28. AU COMTE ALGAROTTI.

Chrudim, en Bohême, 18 avril 1742.

Mon cher cygne de Padoue, vos conjectures ne sont pas sans fondement. Bellone ne goûte point vos raisonnements sur la guerre. Elle dit. :

De Rome et de l'antique Grèce,
D'où sortaient autrefois des peuples de héros,
O Mars! qu'est devenue l'espèce?
<43>A ces héros fameux comparons les nouveaux.
Nos modernes Romains sont bardaches et sots,
Des baladins pleins de bassesse,
C....., b...... ou bigots.

Si j'ai conduit la plume de Bellone, ce n'a été qu'en tremblant, dans l'appréhension de mériter les foudres d'Épicure et de Cythère.

O vous, leur ministre charmant,
Dont l'esprit et le sentiment,
Dans la débauche et la faiblesse,
Sait ménager l'assortiment
Du goût, de la délicatesse,
Et qui pour vos opinions
Trouvez toujours avec adresse
De si convaincantes raisons,
Qu'elles nous entraînent sans cesse,
Faites ma paix avec vos dieux,
Et que leurs foudres radieux,
Dont vous avez senti la rage,
N'abîment point en leur ravage
Un mortel qui fut né pour eux.

Nous ferons la guerre, selon toutes les apparences, jusqu'à ce que l'ennemi voudra faire la paix. M. de Broglie m'a envoyé des rapports moyennant lesquels il prétendait que les ennemis allaient l'attaquer, et que, vu sa grande faiblesse, il serait obligé de se retirer et de montrer à l'ennemi une partie qu'il n'est pas honnête de nommer. Je suis venu à son secours à portée de Prague, à quoi les Saxons, qui ne trouvent aucun goût à la Moravie, et moins encore à la guerre, m'ont engagé. Je suis sur la défensive en Moravie, et je prépare ici une offensive vigoureuse pour la campagne que nous ouvrirons dans six semaines.
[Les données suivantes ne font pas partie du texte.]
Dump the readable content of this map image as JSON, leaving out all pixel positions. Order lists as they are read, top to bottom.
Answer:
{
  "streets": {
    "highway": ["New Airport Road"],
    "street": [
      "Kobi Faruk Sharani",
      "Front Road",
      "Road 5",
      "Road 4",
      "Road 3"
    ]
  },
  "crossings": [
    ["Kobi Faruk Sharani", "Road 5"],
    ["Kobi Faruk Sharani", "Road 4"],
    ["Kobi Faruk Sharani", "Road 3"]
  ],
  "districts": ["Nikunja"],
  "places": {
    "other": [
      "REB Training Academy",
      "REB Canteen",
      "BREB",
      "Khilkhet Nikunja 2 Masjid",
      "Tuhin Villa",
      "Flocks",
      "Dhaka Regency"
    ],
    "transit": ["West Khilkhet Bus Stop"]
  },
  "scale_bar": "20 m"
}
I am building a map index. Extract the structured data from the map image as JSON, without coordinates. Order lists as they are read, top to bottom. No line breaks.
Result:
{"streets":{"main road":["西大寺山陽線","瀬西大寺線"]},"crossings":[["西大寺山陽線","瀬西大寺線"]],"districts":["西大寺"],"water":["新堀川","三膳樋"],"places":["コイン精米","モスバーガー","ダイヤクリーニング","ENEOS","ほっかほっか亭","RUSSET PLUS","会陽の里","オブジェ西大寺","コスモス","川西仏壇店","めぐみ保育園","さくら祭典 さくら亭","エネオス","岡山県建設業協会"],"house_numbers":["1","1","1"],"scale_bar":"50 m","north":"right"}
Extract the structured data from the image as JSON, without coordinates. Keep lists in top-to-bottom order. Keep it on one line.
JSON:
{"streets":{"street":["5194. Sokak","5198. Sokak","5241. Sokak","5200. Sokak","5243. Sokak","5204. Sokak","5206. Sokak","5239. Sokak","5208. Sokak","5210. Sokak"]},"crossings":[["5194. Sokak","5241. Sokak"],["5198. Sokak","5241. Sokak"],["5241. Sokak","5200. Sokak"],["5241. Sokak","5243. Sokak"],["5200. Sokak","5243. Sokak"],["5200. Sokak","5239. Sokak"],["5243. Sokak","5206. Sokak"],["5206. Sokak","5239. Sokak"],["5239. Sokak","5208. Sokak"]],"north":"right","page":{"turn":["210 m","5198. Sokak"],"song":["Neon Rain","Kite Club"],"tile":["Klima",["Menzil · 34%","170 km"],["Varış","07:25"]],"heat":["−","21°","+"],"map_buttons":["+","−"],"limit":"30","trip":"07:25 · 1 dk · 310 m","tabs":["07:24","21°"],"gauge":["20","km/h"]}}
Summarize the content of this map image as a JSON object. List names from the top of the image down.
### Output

Voilà une gazette militaire que je vous fais pour vous mettre au fait de nos opérations, et afin que, indépendamment des gazetins de<44> Vienne, vous sachiez à quoi vous en tenir. Les Autrichiens ne désirent point de publier la vérité; dans les circonstances fâcheuses où ils sont, ils voudraient se faire illusion à eux-mêmes.

A la sévère vérité,
Qui dans un noir chagrin les plonge,
Ils préfèrent la fausseté
Et les ombres flatteurs d'un agréable songe.

Il y a quelquefois des erreurs plus douces qu'un grand nombre de vérités. Telles sont, par exemple, l'opinion d'être aimé de certaines personnes; les distractions qui vous transportent auprès d'elles, et vous font croire que vous les voyez, parlez, et que vous vivez avec elles; la force de l'imagination qui vous représente d'agréables objets, souvent lorsque, pour le local, vous vous trouvez dans les déserts de la Thébaïde; d'agréables sons, de beaux airs dont on se souvient. A propos de beaux airs, j'ai reçu celui que vous m'avez envoyé, dont je fais un grand cas. Je vous prie de féliciter il Sassone de ce qu'il en est auteur.

Vous pourriez me faire un grandissime plaisir, si vous vouliez vous charger d'une commission, la conduire avec beaucoup de secret et votre dextérité ordinaire, et choisir bien vos biais pour la faire réussir : c'est de me faire avoir Pinti, dont la voix me charme. Cela sera difficile, vous rencontrerez des difficultés; mais c'est par cela même que je vous prie de vous en charger, puisque je ne connais que vous capable de vaincre ces obstacles. Vous pouvez offrir jusqu'à quatre mille écus44-a à ce Pinti, et faire l'accord comme vous le trouverez le plus convenable.

Troupe des doux Plaisirs, enfants chéris des dieux,
Accourez pour remplir mes sens voluptueux;
Ouvrez-vous, portes de la vie,
Assouvissez l'ardeur que promettent mes feux;
<45>Et vous, parfums de l'Arabie,
Et vous, nectar de la Hongrie,
Prodiguez-moi tous deux vos goûts délicieux;
Vous, ravissante mélodie,
Dont les effets miraculeux
Des organes au cœur font sentir leur magie,
La flatteuse douceur d'une mélancolie,
Ou les accès plus vifs de sentiments joyeux
Où l'âme, en soi-même tranquille,
Se dégageant du soin futile,
Sait goûter cette extase et ces moments heureux
Dont jouit le peuple des cieux;
Venez, troupe des arts, troupe à jamais utile,
Établissez chez moi votre immortel asile.


44-a Huit mille écus. (Variante de la copie de M. Frédéric de Raumer.)